--- DIRECTIONS FOR THIS TASK ---
Return every record below exactly as written, omitting any pictures.

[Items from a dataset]
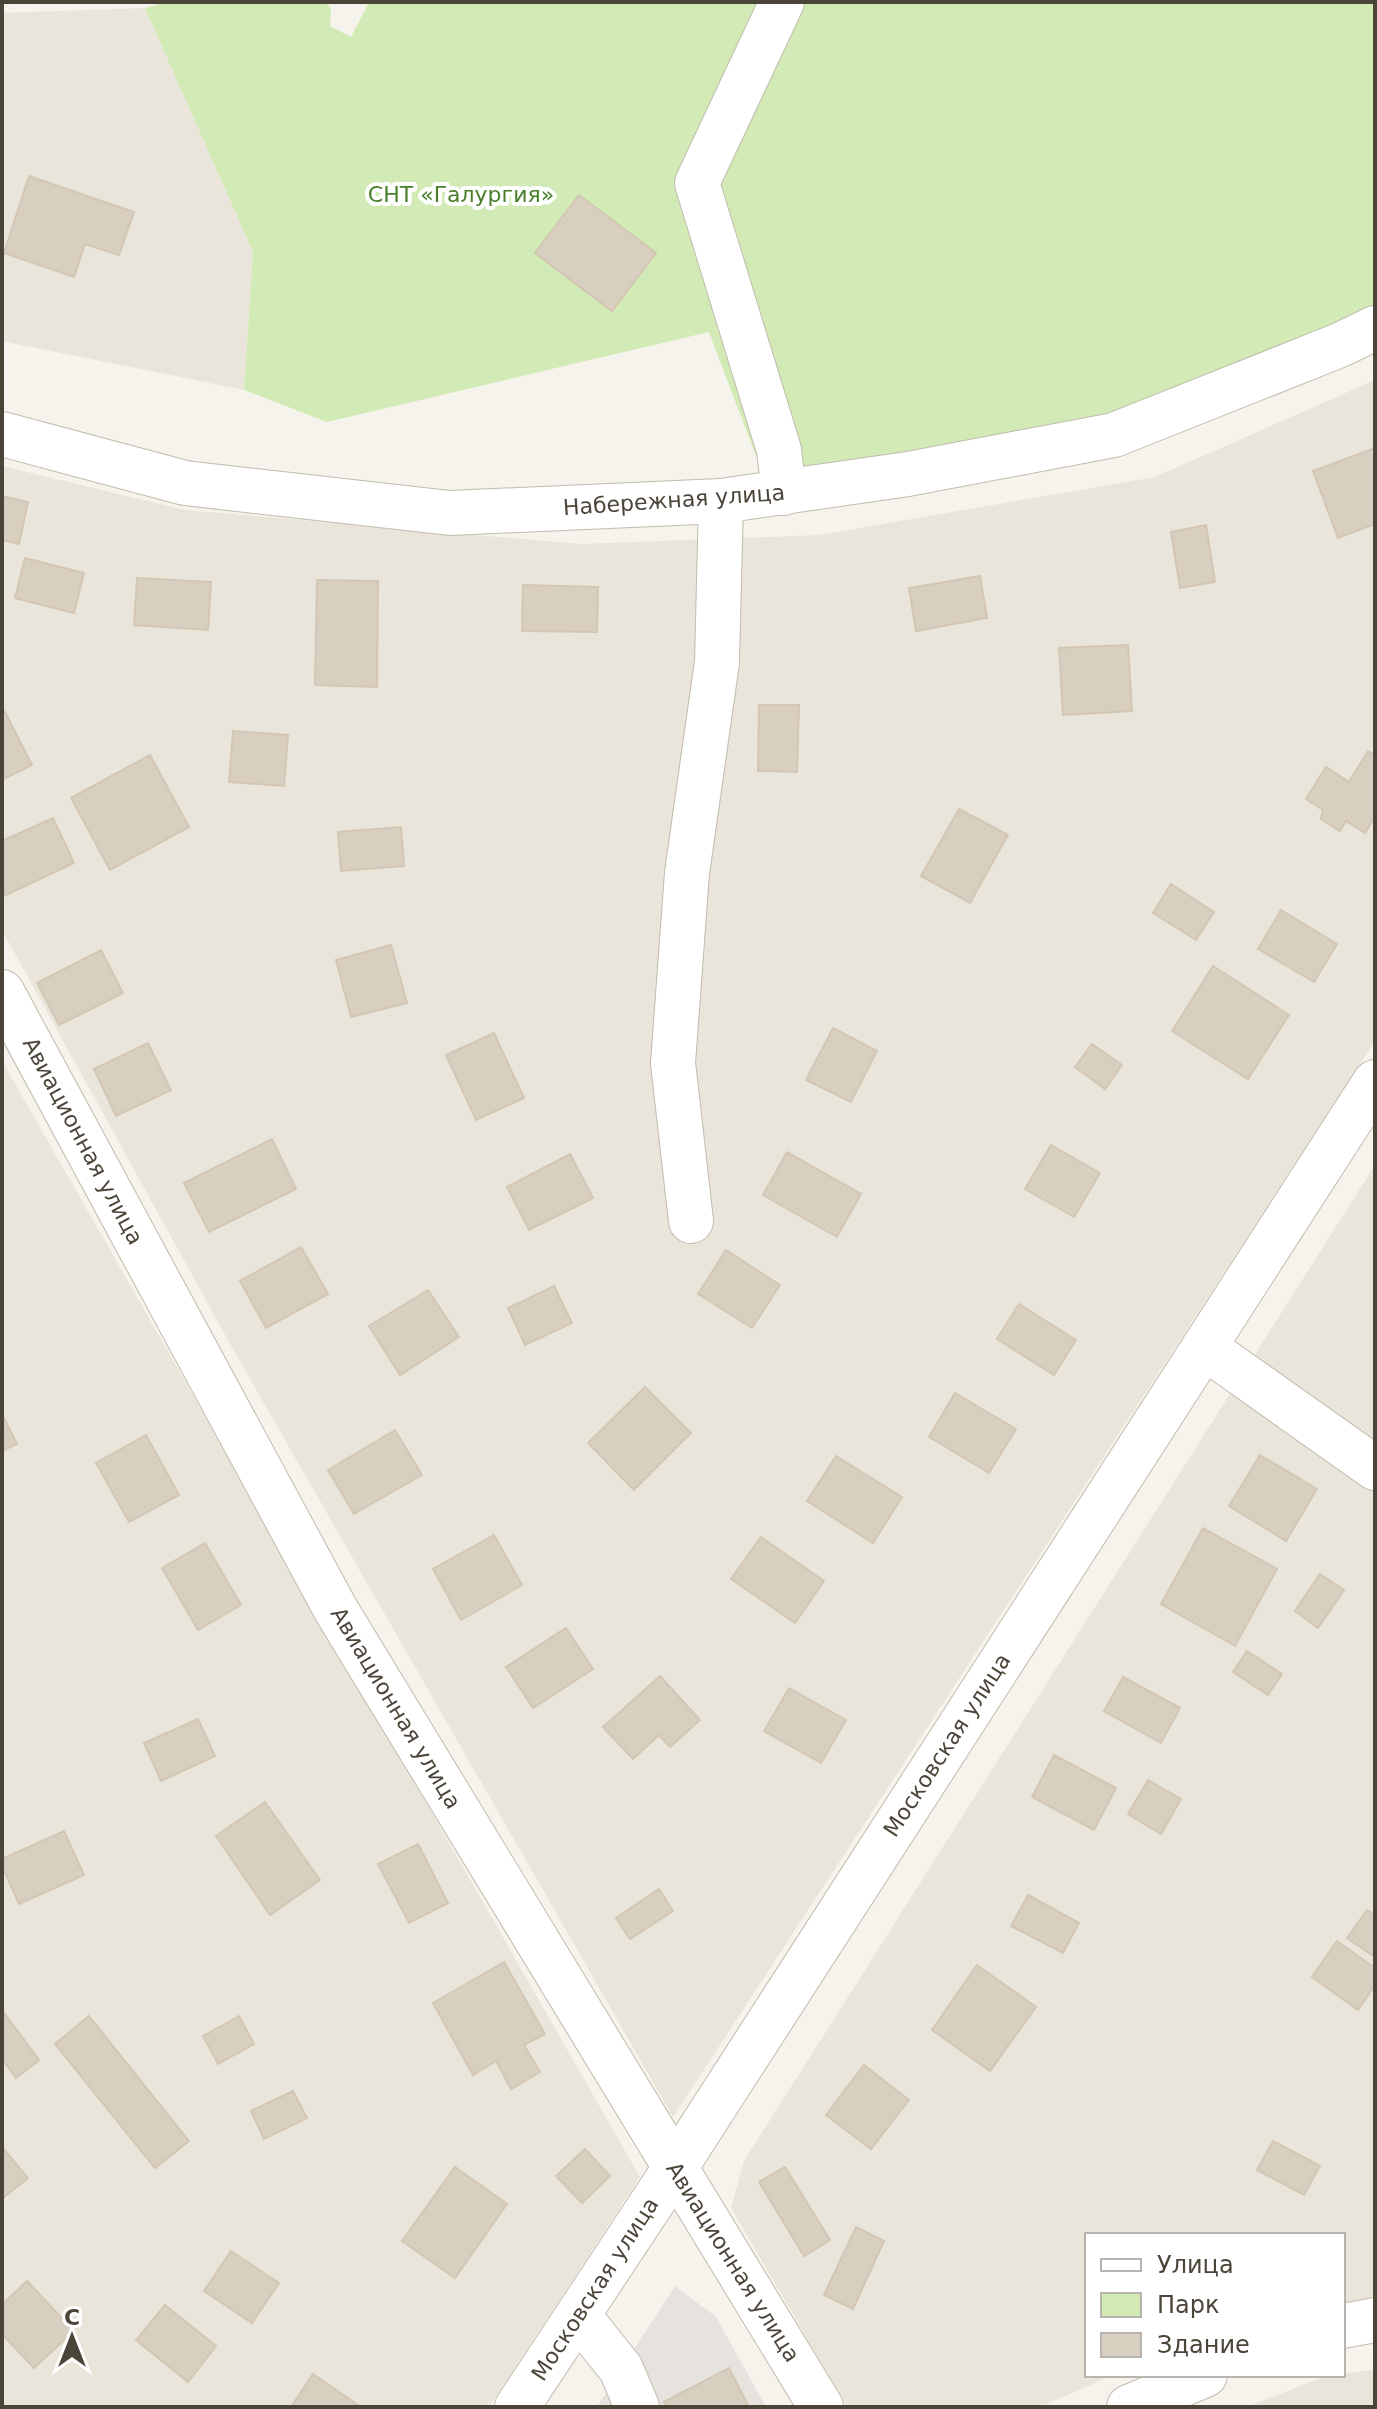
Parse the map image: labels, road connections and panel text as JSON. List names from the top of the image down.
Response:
{
  "streets": {
    "street": ["Набережная улица", "Авиационная улица", "Московская улица"]
  },
  "crossings": [
    ["Авиационная улица", "Московская улица"]
  ],
  "parks": ["СНТ «Галургия»"],
  "legend": ["Улица", "Парк", "Здание"],
  "north": "top"
}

--- WRITTEN ANSWER ---
Parse the map image: labels, road connections and panel text as JSON. List names from the top of the image down.
Response:
{
  "streets": {
    "street": ["Набережная улица", "Авиационная улица", "Московская улица"]
  },
  "crossings": [
    ["Авиационная улица", "Московская улица"]
  ],
  "parks": ["СНТ «Галургия»"],
  "legend": ["Улица", "Парк", "Здание"],
  "north": "top"
}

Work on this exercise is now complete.